In the next stage and to more deeply understand the success of the treatment, the team of researchers at Barak’s lab wanted to understand what pressurized pure oxygen does to the brain. They used adult mice carrying the same genetic mutation in the SHANK3 gene as that carried by the girl who had been treated. The experiment comprised a protocol of 40 one-hour treatments in a pressure chamber, which lasted several weeks.
“We discovered that treatment in the oxygen-enriched pressure chamber reduces inflammation in the brain and leads to an increase in the expression of substances responsible for improving blood and oxygen supply to the brain, and therefore brain function. In addition, we saw a decrease in the number of microglial cells, immune system cells that indicate inflammation, which is associated with autism,” Barak reported.
"We saw a decrease in the number of microglial cells, immune system cells that indicate inflammation, which is associated with autism.”Dr. Boaz Barak
“Beyond the neurological findings we discovered, what interested us more than anything was to see whether these improvements in the brain also led to an improvement in social behavior, which is known to be impaired in autistic individuals,” he explained.

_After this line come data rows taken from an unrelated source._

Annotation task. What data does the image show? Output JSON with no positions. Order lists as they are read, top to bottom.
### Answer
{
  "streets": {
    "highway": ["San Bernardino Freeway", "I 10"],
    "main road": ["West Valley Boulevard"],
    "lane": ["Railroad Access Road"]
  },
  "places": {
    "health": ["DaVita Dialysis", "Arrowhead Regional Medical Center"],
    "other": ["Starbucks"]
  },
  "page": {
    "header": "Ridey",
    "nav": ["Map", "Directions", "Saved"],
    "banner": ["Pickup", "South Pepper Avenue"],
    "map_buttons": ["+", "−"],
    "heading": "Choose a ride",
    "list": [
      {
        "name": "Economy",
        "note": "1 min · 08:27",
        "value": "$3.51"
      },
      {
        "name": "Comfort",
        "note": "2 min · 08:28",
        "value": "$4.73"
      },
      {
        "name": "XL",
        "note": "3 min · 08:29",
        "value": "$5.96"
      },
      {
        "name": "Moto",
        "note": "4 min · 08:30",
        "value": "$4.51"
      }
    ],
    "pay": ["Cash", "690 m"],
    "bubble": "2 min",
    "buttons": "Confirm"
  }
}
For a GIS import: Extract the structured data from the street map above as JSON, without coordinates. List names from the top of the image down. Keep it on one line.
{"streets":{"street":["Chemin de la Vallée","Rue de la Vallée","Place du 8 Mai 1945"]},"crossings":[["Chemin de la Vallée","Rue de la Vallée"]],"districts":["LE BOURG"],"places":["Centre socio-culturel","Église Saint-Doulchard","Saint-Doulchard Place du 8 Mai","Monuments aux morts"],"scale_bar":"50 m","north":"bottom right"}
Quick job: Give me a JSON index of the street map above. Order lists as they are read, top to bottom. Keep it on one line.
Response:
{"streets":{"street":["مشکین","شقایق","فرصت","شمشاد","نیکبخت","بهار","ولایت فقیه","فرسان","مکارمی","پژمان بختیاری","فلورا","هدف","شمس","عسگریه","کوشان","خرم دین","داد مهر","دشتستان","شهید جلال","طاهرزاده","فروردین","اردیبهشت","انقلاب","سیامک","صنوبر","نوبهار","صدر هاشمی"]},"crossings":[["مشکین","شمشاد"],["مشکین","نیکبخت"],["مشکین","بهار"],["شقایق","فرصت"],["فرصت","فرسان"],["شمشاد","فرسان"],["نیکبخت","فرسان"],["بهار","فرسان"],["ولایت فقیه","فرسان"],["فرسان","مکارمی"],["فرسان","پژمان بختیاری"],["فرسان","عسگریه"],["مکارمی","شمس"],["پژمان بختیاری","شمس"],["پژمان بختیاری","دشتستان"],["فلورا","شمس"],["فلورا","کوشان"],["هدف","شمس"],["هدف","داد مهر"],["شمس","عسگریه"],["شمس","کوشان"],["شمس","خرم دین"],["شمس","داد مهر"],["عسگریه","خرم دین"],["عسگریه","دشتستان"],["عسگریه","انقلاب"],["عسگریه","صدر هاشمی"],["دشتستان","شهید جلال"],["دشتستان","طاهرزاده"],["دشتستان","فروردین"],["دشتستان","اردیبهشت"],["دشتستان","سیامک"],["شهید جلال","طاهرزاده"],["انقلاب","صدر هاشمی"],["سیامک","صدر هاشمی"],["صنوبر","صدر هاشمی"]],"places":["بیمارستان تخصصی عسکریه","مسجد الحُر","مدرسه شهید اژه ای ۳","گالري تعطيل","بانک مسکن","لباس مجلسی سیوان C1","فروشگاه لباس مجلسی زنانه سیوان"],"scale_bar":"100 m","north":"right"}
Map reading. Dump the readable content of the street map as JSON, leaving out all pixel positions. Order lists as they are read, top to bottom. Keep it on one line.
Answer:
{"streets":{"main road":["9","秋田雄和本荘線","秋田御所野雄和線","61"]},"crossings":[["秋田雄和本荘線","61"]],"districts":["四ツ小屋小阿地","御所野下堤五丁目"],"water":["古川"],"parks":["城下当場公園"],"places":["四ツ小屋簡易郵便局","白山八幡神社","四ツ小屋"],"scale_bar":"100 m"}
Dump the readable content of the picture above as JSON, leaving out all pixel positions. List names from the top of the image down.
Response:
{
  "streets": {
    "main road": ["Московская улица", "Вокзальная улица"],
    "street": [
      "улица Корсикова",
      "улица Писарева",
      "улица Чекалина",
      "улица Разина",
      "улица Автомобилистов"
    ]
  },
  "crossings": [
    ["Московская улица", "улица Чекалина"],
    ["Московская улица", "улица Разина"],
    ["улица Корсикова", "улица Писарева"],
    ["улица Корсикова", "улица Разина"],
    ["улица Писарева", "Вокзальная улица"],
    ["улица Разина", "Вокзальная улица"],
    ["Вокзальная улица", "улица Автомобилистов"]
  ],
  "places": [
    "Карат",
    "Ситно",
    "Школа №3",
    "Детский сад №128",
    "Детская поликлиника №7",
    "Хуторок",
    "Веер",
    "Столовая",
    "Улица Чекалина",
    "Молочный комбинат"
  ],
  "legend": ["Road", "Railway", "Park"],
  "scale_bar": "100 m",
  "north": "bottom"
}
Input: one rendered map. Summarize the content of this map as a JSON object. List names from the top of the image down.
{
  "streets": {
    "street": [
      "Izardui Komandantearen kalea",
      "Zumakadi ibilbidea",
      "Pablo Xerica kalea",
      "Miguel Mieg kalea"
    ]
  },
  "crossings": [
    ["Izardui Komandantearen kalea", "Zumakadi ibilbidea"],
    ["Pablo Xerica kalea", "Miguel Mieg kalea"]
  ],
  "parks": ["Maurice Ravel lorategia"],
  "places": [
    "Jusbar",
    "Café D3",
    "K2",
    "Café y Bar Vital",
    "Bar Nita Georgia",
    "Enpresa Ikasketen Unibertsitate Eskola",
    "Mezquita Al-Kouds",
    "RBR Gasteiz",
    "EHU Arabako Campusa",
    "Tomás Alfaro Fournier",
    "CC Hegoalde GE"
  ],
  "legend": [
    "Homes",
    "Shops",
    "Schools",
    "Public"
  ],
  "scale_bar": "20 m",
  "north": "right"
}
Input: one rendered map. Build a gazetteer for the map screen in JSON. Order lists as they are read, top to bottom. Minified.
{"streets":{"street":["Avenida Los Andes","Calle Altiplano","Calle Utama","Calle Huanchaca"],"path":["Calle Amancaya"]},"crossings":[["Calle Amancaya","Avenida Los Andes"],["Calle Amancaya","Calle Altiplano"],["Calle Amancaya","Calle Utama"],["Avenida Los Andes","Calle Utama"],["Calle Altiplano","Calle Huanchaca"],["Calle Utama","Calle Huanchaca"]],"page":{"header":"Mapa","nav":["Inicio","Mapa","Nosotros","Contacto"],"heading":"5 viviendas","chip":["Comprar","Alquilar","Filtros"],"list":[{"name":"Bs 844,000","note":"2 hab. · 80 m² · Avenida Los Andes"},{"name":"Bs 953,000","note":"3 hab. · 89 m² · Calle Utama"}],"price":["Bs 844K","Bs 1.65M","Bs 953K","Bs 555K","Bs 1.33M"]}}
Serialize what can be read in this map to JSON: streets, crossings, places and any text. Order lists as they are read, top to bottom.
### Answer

“To our surprise, the findings showed a significant improvement in the social behavior of the animal models of autism that underwent treatment in the pressure chamber compared to those in the control group who were exposed to air at normal pressure, and without oxygen enrichment,” he continued. “The animal models that underwent treatment displayed increased social interest, preferring to spend more time in the company of new animals to which they were exposed in comparison to the animal models from the control group.”
Fischer concluded that “the mutation in the animal models is identical to the mutation that exists in humans. Therefore, our research is likely to have clinical implications for improving the pathological condition of autism resulting from this genetic mutation and likely also of autism stemming from other causes. Because the pressure chamber treatment is non-intrusive and has been found to be safe, our findings are encouraging and demonstrate that this treatment may improve these behavioral and neurological aspects in humans as well, in addition to offering a scientific explanation of how they occur in the brain.”